What you are asked to do:
Go through the listing below and gather every line with the word "type".

------------------------

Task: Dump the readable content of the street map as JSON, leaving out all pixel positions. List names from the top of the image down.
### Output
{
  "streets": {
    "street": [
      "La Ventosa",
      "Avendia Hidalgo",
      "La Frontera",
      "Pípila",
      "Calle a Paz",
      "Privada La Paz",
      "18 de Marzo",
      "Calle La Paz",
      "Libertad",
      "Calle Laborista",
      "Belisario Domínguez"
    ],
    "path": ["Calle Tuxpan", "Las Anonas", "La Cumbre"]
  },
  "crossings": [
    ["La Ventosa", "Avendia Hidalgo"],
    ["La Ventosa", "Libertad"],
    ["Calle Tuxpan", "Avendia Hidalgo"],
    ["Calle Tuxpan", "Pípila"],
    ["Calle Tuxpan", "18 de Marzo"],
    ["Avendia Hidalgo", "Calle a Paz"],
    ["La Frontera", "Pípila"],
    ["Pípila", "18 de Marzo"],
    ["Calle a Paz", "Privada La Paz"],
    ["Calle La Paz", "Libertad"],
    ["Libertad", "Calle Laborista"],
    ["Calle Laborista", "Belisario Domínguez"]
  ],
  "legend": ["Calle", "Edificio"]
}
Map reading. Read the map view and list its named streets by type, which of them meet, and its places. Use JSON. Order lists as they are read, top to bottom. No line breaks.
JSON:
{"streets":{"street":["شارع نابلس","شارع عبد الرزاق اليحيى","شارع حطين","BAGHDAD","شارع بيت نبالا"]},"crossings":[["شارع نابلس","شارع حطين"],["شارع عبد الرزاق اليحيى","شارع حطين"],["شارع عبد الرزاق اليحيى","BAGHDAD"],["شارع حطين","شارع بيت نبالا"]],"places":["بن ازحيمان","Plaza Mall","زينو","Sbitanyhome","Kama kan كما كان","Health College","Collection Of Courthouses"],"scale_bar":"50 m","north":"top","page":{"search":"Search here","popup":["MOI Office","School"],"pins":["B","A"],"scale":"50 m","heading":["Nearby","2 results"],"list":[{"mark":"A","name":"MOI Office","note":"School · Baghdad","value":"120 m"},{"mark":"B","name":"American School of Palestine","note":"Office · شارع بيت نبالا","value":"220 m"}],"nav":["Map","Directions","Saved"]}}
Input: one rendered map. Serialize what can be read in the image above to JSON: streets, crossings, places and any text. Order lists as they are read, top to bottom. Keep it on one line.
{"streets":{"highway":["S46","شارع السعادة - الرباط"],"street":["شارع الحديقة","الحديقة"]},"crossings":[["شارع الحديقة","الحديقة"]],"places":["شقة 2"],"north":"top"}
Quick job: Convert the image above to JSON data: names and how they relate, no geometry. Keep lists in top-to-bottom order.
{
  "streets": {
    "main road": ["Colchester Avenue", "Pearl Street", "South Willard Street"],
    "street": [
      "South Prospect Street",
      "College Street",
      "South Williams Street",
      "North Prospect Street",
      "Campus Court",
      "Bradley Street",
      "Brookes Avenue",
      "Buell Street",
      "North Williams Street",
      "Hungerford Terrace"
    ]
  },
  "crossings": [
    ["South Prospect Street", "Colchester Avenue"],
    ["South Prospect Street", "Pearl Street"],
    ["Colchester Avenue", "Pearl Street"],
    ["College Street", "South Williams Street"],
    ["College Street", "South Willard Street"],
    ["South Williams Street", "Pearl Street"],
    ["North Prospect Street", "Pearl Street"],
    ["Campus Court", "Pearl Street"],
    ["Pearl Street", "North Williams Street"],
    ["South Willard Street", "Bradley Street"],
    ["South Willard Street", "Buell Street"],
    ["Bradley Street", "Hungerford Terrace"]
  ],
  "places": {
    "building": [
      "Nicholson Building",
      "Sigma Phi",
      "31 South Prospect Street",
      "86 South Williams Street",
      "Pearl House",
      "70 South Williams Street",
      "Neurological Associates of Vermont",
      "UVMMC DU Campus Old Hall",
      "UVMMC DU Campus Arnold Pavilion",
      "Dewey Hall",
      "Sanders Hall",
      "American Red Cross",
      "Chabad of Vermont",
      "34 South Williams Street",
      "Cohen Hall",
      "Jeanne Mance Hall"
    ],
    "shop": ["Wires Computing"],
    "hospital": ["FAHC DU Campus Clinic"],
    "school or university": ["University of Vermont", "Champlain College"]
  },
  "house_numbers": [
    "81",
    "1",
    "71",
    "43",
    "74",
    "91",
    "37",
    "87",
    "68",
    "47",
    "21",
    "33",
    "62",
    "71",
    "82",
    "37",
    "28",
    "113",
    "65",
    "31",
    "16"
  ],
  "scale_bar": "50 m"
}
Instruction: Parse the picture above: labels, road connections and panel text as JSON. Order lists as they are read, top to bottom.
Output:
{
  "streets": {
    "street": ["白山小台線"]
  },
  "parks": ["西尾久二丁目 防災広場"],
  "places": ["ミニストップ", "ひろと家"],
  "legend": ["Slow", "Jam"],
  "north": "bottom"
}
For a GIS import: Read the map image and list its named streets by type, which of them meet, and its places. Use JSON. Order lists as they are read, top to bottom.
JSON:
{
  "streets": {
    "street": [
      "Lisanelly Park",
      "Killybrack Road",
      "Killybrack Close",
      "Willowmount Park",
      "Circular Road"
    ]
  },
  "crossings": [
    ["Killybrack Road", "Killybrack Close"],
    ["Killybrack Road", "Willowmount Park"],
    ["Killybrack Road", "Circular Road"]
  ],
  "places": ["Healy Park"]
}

------------------------

Your response:
Map reading. Read the map view and list its named streets by type, which of them meet, and its places. Use JSON. Order lists as they are read, top to bottom. No line breaks.
For a GIS import: Read the map image and list its named streets by type, which of them meet, and its places. Use JSON. Order lists as they are read, top to bottom.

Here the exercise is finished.